My friend Lorraine Wallace is a great cook – so good, in fact, that she has two cookbooks to her name, and a third one coming out next year. Her first cookbook, Mr. Sunday’s Soups, refers to her family tradition of making soups on Sundays to accommodate her family member’s busy schedules. Her husband, Chris Wallace, has been the anchor of Fox News Sunday since 2003, and after grilling Washington bigwigs at an early hour on Sundays, he would come home to sit down with his family over a warm bowl of Lorraine’s delicious soup. That’s how he became known as “Mr. Sunday,” and Lorraine, by extension, became “Mrs. Sunday.”

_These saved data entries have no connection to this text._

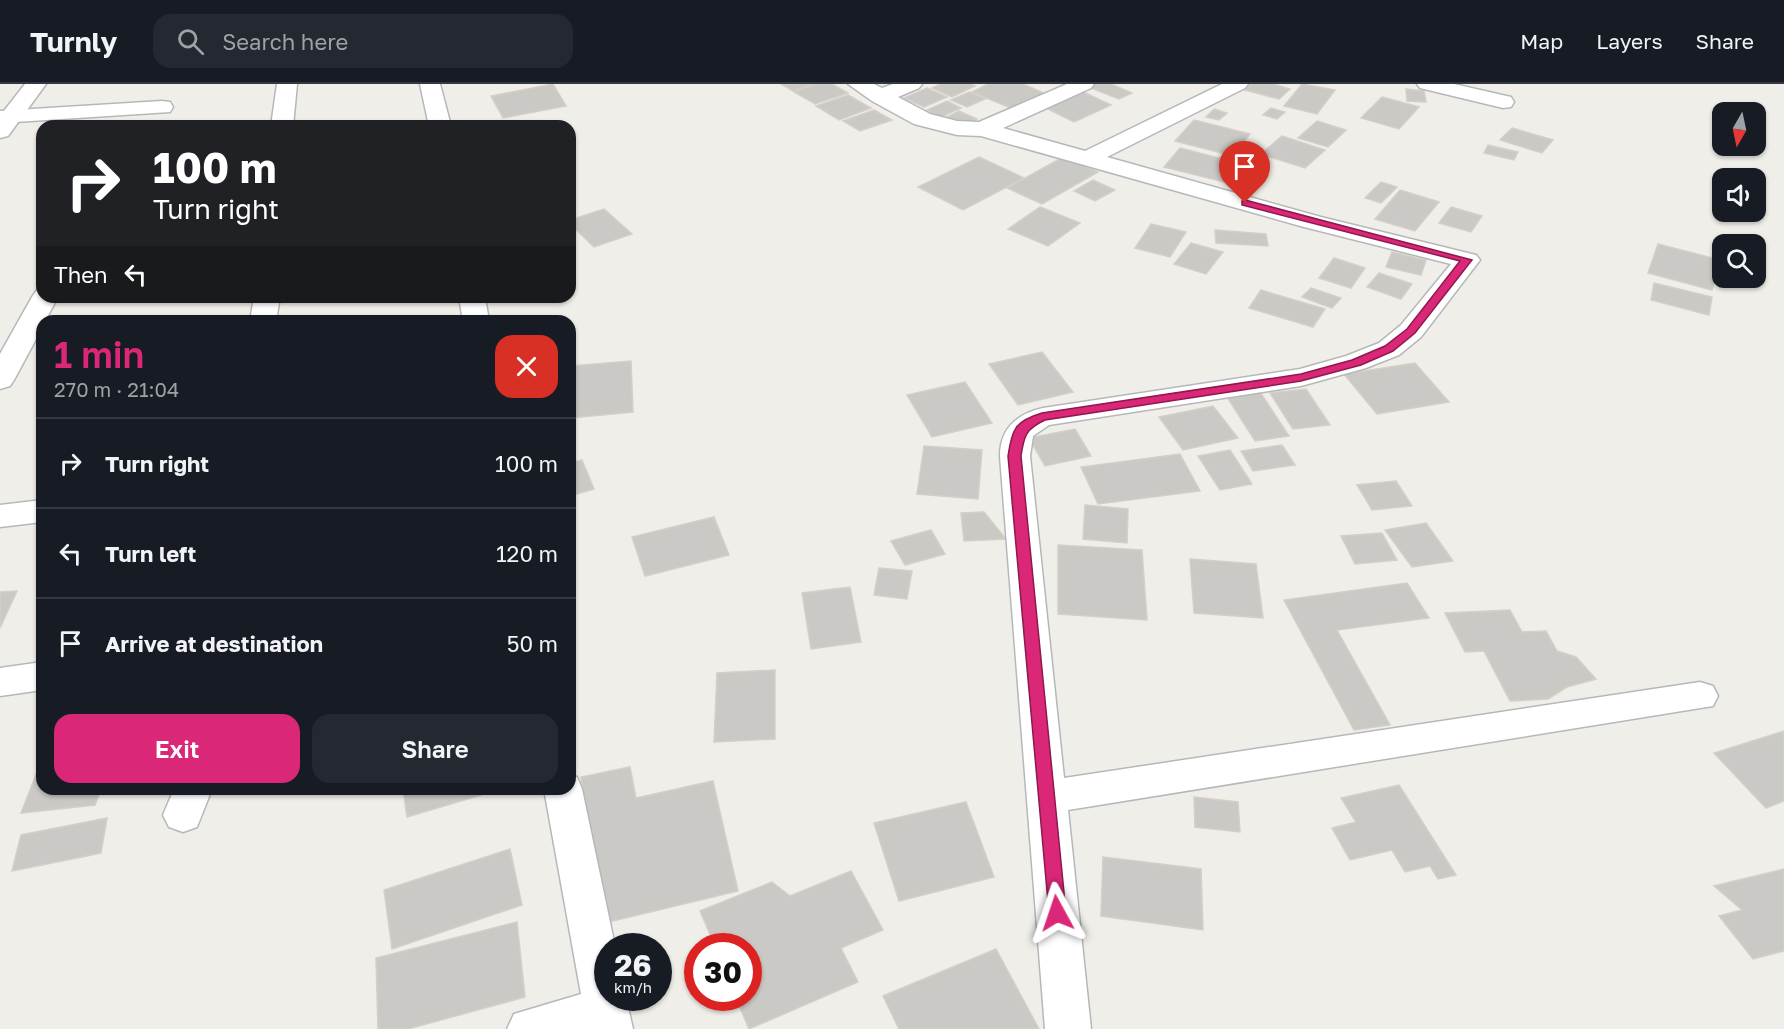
<!DOCTYPE html>
<meta charset="utf-8">
<style>
body{margin:0;font-family:"Golos Text",sans-serif;background:#242831;color:#f1f3f6;height:100vh;display:flex;flex-direction:column;font-size:22px;white-space:nowrap}
*{box-sizing:border-box;margin:0}
p{font-size:20px;color:#9ea1a6}
.icon{flex:none;width:33px;height:33px;fill:none;stroke:currentColor;stroke-width:2;stroke-linecap:round;stroke-linejoin:round}
.map{position:relative;flex:1;overflow:hidden}
.sheet{position:absolute;left:36px;top:231px;width:540px;height:480px;display:flex;flex-direction:column;background:#171b24;border-radius:18px;box-shadow:0 2px 4px #0004}
.sheet>*{flex:none}
.top-card{position:absolute;left:36px;top:36px;width:540px;height:183px;border-radius:18px;box-shadow:0 2px 4px #0004;background:#202124;color:#fff;overflow:hidden}
.needle{width:39px;rotate:189deg}
.tools{position:absolute;left:1712px;top:18px;display:grid;gap:12px}
.tools a{display:grid;place-items:center;width:54px;height:54px;border-radius:12px;background:#171b24;box-shadow:0 2px 4px #0004;font-size:30px}
.speed{position:absolute;left:594px;top:849px;display:flex;gap:12px;font-size:30px;font-weight:700;text-align:center}
.speed>*{display:grid;place-content:center;width:78px;height:78px;border-radius:50%;background:#171b24;box-shadow:0 2px 4px #0004;line-height:1}
.speed small{font-size:15px;font-weight:400}
.speed .limit{border:9px solid #d22;background:#fff;color:#111}
.pin{position:absolute;display:grid;place-items:center;width:51px;height:51px;color:#fff;margin:-62px -26px;border-radius:50% 50% 50% 0;rotate:-45deg;box-shadow:0 0 6px #0007}
.pin .icon{rotate:45deg}
.me{position:absolute;width:66px;margin:-33px;rotate:355deg;stroke-linejoin:round;filter:drop-shadow(0 0 4px #0008)}
.turn{display:flex;align-items:center;gap:21px;height:126px;padding:0 18px;font-size:27px}
.turn .icon{width:78px;height:78px;stroke-width:2.5}
.turn b{display:block;font-size:42px;line-height:51px}
.then{display:flex;align-items:center;height:57px;padding:0 18px;background:#0003;gap:12px;font-size:22px}
.round{display:grid;place-items:center;flex:none;width:63px;height:63px;border-radius:18px;background:#242831}
.head{display:flex;align-items:center;justify-content:space-between;height:102px;padding:0 18px}
h1{font-size:36px;font-weight:600;line-height:45px;color:#db2777}
.action{display:flex;gap:12px;margin-top:auto;padding:12px 18px}
.action a{flex:1;height:69px;border-radius:18px;background:#db2777;color:#fff;font-size:24px;font-weight:600;line-height:69px;text-align:center}
.action a+a{background:#242831;color:#f1f3f6}
ul{padding:0;list-style:none}
li{display:flex;align-items:center;gap:18px;height:90px;padding:0 18px;border-top:2px solid #363941}
li div{flex:1}
li b{display:block;font-size:22px}
li em{font-style:normal}
header{display:flex;align-items:center;gap:36px;box-sizing:border-box;height:84px;padding:0 30px;background:#171b24;border-bottom:2px solid #363941}
header strong{font-size:28px}
nav{display:flex;gap:33px;margin-inline-start:auto;font-size:21px}
.search{width:420px;height:54px;background:#242831;display:flex;align-items:center;gap:15px;box-sizing:border-box;padding:0 21px;border-radius:18px;color:#9ea1a6;font-size:22px}
.map>svg:first-child{display:block}
</style>
<header>
<strong>Turnly</strong>
<div class="search"><svg class="icon" aria-label="search" viewBox="0 0 24 24"><circle cx="10" cy="10" r="6"/><path d="M15 15l6 6"/></svg>Search here</div>
<nav><a>Map</a><a>Layers</a><a>Share</a></nav>
</header>
<div class="map">
<svg width="1784" height="945" viewBox="0 0 1784 945">
<rect width="100%" height="100%" fill="#f0eee9"/>
<path fill="#cbc9c5" stroke="#d4cfc7" stroke-width="1.5" d="M553 0 566 22 503 34 491 12Z
M781 0H812L793 7Z
M816 0H832L848 9 815 20 794 8Z
M941 0H971L975 2 952 13 932 4Z
M988 0H1023L1046 10 1013 25 972 8Z
M1094 0H1111L1132 9 1119 15 1088 3Z
M1251 0H1273L1290 5 1279 15 1245 6Z
M1302 0 1335 6 1317 30 1284 22Z
M927 4 947 13 924 23 904 14Z
M1406 5 1424 7 1426 18 1407 17Z
M1081 7 1111 21 1074 38 1044 23Z
M969 8 985 15 967 23 951 16Z
M848 11 871 24 839 36 816 22Z
M1382 13 1419 23 1399 45 1361 34Z
M947 17 961 24 941 33 927 26Z
M1271 24 1285 28 1277 35 1263 31Z
M1214 25 1227 29 1219 36 1206 33Z
M874 26 892 36 860 47 843 37Z
M959 27 977 35 964 42 945 34Z
M1194 36 1250 50 1233 72 1175 57Z
M1317 37 1346 46 1328 63 1298 54Z
M1512 44 1553 56 1542 69 1500 56Z
M1282 52 1325 66 1305 84 1261 70Z
M1488 61 1518 68 1514 76 1484 69Z
M1180 64 1238 79 1224 98 1164 83Z
M979 73 1024 94 963 126 918 103Z
M1063 73 1098 88 1042 120 1007 104Z
M1093 96 1115 106 1095 117 1074 107Z
M1381 98 1397 103 1381 119 1365 114Z
M1400 106 1439 118 1415 147 1375 135Z
M1040 123 1080 139 1048 162 1008 145Z
M1451 123 1482 132 1471 148 1439 139Z
M604 125 632 150 594 163 570 140V136Z
M1151 140 1186 148 1170 173 1135 164Z
M1215 146 1266 150 1268 162 1216 159Z
M1191 159 1223 168 1206 190 1174 180Z
M1658 160 1720 176 1712 206 1648 189Z
M1392 168 1426 176 1421 191 1386 183Z
M1334 174 1365 184 1351 204 1319 194Z
M1379 189 1412 200 1401 215 1367 203Z
M1654 199 1712 213 1709 231 1651 216Z
M1311 204 1341 214 1332 224 1302 213Z
M1261 206 1325 225 1313 243 1249 224Z
M1042 268 1073 308 1018 321 989 280Z
M631 277 633 328 571 334V282Z
M1415 279 1449 318 1377 330 1344 290Z
M965 298 992 339 932 353 907 311Z
M1306 305 1330 341 1293 345 1270 309Z
M1260 308 1289 352 1255 357 1227 313Z
M1213 322 1238 354 1183 366 1159 333Z
M1075 345 1091 372 1045 382 1029 354Z
M1282 361 1295 381 1253 387 1241 367Z
M924 362 982 366 978 415 917 410Z
M1230 366 1252 400 1220 406 1198 372Z
M1180 370 1200 407 1098 420 1081 383Z
M582 376 594 405 570 412V379Z
M1396 397 1412 422 1372 426 1357 401Z
M1085 421 1128 425 1127 459 1083 455Z
M984 428 1006 455 964 457 961 429Z
M714 433 729 471 645 492 632 453Z
M1426 439 1453 477 1412 483 1385 446Z
M931 446 945 470 905 481 891 457Z
M1382 449 1397 476 1355 480 1341 452Z
M1058 461 1142 466 1147 536 1058 530Z
M1190 475 1256 480 1263 534 1194 529Z
M879 484 912 487 907 515 874 511Z
M1407 499 1429 534 1337 546 1390 641 1354 646 1284 516Z
M850 503 861 558 811 565 802 509Z
M17 507 0 544V508Z
M1510 526 1522 548 1546 547 1557 567 1576 573 1596 595 1567 603 1548 615 1510 617 1484 567 1465 568 1445 529Z
M775 586V655L714 658 717 589Z
M1784 647V717L1766 724 1714 669Z
M42 675V705H101L95 721 21 729Z
M630 683 636 714 713 697 738 807 600 840 581 693Z
M1399 701 1456 791 1438 795 1430 782 1405 788 1392 766 1350 776 1332 744 1356 738 1341 714Z
M403 705H498V706L407 733Z
M1194 713 1238 718 1240 748 1195 743Z
M966 718 994 793 899 817 874 739Z
M107 734 101 769 12 787 21 751Z
M510 765 522 821 392 865 384 806Z
M1103 773 1201 785 1203 846 1101 832Z
M1784 785V867L1753 875 1719 832 1742 826 1714 802Z
M851 787 883 846 841 864 858 898 749 945 736 914H748V862H715L700 827 772 798 790 812Z
M517 838 525 913 408 945H378L376 874Z
M996 865 1039 945H899L883 912Z"/>
<g fill="none" stroke-linecap="round" stroke-linejoin="round">
<defs>
<path id="minor" d="M277 0H297L293 42H271Z
M420 0H440L451 42H429Z
M848 0H874L882 4 893 0H922L919 4 898 13 930 30 957 37 979 38 1067 0H1094L1091 4 1003 44 1085 67 1222 0H1248L1245 4 1107 73 1321 133 1476 171 1480 176 1421 253 1399 271 1366 284 1301 302 1049 341 1033 352 1030 372 1064 694 1700 598 1713 602 1718 612 1713 622 1068 726 1091 945H1045L1000 372C1000 344 1017 330 1043 324L1300 285 1346 272 1379 259 1401 241 1451 180 1304 143 981 52 957 51 914 40 872 17Z
M1417 0H1454L1511 13 1514 18 1511 23 1503 24 1420 4Z
M162 17 170 18 173 23 170 28 0 39V27Z
M42 206V213H58L45 237H42V244L14 296 10 302 0 305V270L32 213 36 207Z
M254 213H280L276 237H250Z
M459 213H485L489 237H463Z
M42 416V438L0 443V421Z
M42 578V606L0 612V584Z
M570 691 577 693 582 705 615 862H608V914H626L633 945H507L514 930 581 910 544 705H570Z
M174 705H212L197 743 183 748 169 743 163 731Z"/>
<path id="tertiary" d="M25 0H46L8 52 0 54V32Z"/>
</defs>
<use href="#minor" stroke="#b5b8bb" stroke-width="3"/>
<use href="#tertiary" stroke="#b5b8bb" stroke-width="3"/>
<use href="#minor" fill="#fff" fill-rule="evenodd"/>
<use href="#tertiary" fill="#fff" fill-rule="evenodd"/>
</g>
<path fill="#db2777" stroke="#8e194d" stroke-width="1.5" d="M1245 116 1472 176 1415 249 1393 267 1361 281 1301 297 1045 336C1026 345 1024 351 1021 372L1066 829 1064 835 1057 837 1051 835 1049 829 1008 372C1012 345 1015 337 1042 329L1301 290 1352 276 1385 262 1407 245 1460 177 1242 121V117Z"/>
</svg>
<div class="tools">
<a><svg class="needle" viewBox="-14 -14 28 28"><path d="M0-13l5 13h-10z" fill="#e53935"/><path d="M0 13l5-13h-10z" fill="#9ea1a6"/></svg></a>
<a><svg class="icon" aria-label="sound" viewBox="0 0 24 24"><path d="M4 9h4l5-4v14l-5-4H4zM17 9q2 3 0 6"/></svg></a>
<a><svg class="icon" aria-label="search" viewBox="0 0 24 24"><circle cx="10" cy="10" r="6"/><path d="M15 15l6 6"/></svg></a>
</div>
<div class="speed"><div>26<small>km/h</small></div><div class="limit">30</div></div>
<div class="pin" style="left:1245px;top:119px;background:#d93025"><svg class="icon" aria-label="arrive" viewBox="0 0 24 24"><path d="M6 21V4h12l-3 4 3 4H6"/></svg></div>
<svg class="me" style="left:1057px;top:829px" viewBox="-20 -20 40 40"><path d="M0-17L14 15 0 8-14 15z" fill="#db2777" stroke="#fff" stroke-width="4"/></svg>
<div class="top-card">
<div class="turn"><svg class="icon" aria-label="right" viewBox="0 0 24 24"><path d="M7 20v-9h11M14 6l5 5-5 5"/></svg><div><b>100 m</b>Turn right</div></div>
<div class="then">Then<svg class="icon" aria-label="left" viewBox="0 0 24 24"><path d="M17 20v-9H6M10 6l-5 5 5 5"/></svg></div>
</div>
<section class="sheet">
<div class="head"><div><h1>1 min</h1><p>270 m · 21:04</p></div><a class="round" style="background:#d93025;color:#fff"><svg class="icon" aria-label="close" viewBox="0 0 24 24"><path d="M6 6l12 12M18 6L6 18"/></svg></a></div>
<ul>
<li><svg class="icon" aria-label="right" viewBox="0 0 24 24"><path d="M7 20v-9h11M14 6l5 5-5 5"/></svg><div><b>Turn right</b></div><em>100 m</em></li>
<li><svg class="icon" aria-label="left" viewBox="0 0 24 24"><path d="M17 20v-9H6M10 6l-5 5 5 5"/></svg><div><b>Turn left</b></div><em>120 m</em></li>
<li><svg class="icon" aria-label="arrive" viewBox="0 0 24 24"><path d="M6 21V4h12l-3 4 3 4H6"/></svg><div><b>Arrive at destination</b></div><em>50 m</em></li>
</ul>
<div class="action"><a>Exit</a><a>Share</a></div>
</section>
</div>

Lorraine’s soups are luscious; they are always carefully tested, absolutely perfect recipes that need no adjustments. Her chicken cookbook is also a favorite (the chicken stir fry is a staple in our kitchen), and I know the new one will be just as good, if not better. And, to top it off, she’s a beautiful, kind person who knows how to have fun.
I wanted to post this salmon chowder recipe because we often have it on Friday night, and then again for lunch on Saturday. When I first saw the recipe, I thought it would be a little fishy, but that’s not the case at all. The celery root is a great addition, and the bacon bits sprinkled on top, along with a squirt of lemon juice, is very zingy.
Serves: 6
Ingredients
- Prep time: 45 minutes
- 4 ounces thick-sliced bacon, diced into ¼ inch pieces
- 1 medium yellow onion, finely chopped
- 1 ½ pounds celery root (about 2 medium celery roots), peeled and cut into ¼ inch dice
- 3 cups seafood broth or 3 eight-ounce bottles of clam juice (for those with shellfish allergies, like my husband ,I substitute chicken broth)
- 3 cups water
- ½ pound tiny new potatoes, scrubbed and halved
- 2 pounds skinless salmon fillet, cut into 1-inch chunks
- 1 1/2 cups heavy crème
- 3 Tablespoons butter, softened
- 3 Tablespoons flour
- 3 Tablespoons finely chopped fresh dill
- 2 Tablespoons finely chopped flat-leaf parsley
- 1 Tablespoon finely grated lemon zest
- 2 Tablespoons fresh lemon juice
- ¼ Teaspoon kosher salt
- Ground white pepper
Directions
- In a large skillet, cook the bacon over low heat until crisp; transfer to a paper towel-lined plate and pour off all but 2 tablespoons of the fat.
- Add the onion to the skillet and cook until softened, about three minutes. Add the celery root, cover and cook, stirring occasionally until tender, about 15 minutes. Set skillet aside.
- In a heavy saucepan, combine the broth and water. Bring to a boil and add potatoes. Simmer 8-10 minutes until potatoes are tender. Remove potatoes with slotted spoon and transfer to a platter.
- Add the salmon to the saucepan, reduce the heat to low and simmer gently for four minutes, until firm; transfer the salmon to a platter with the potatoes.
- Add the cream to the saucepan and simmer over medium-low heat, stirring frequently, until reduced by about one quarter, for 15-20 minutes.
- In a small bowl, use a fork to blend the butter and flour into a smooth paste. Whisk the flour paste into the summering soup a little at a time, and keep simmering until the soup is smooth and slightly thickened. Keep cooking and stirring for about 3 minutes more, to cook off the taste of the flour.
- Add the reserved celery root mixture, potatoes and salmon. Bring to a gentle simmer and cook for about 2 minutes more, just to warm through. Stir in the dill, parsley, lemon zest and lemon juice, salt and pepper to taste.
- Ladle into bowls and scatter with bits of cooked bacon.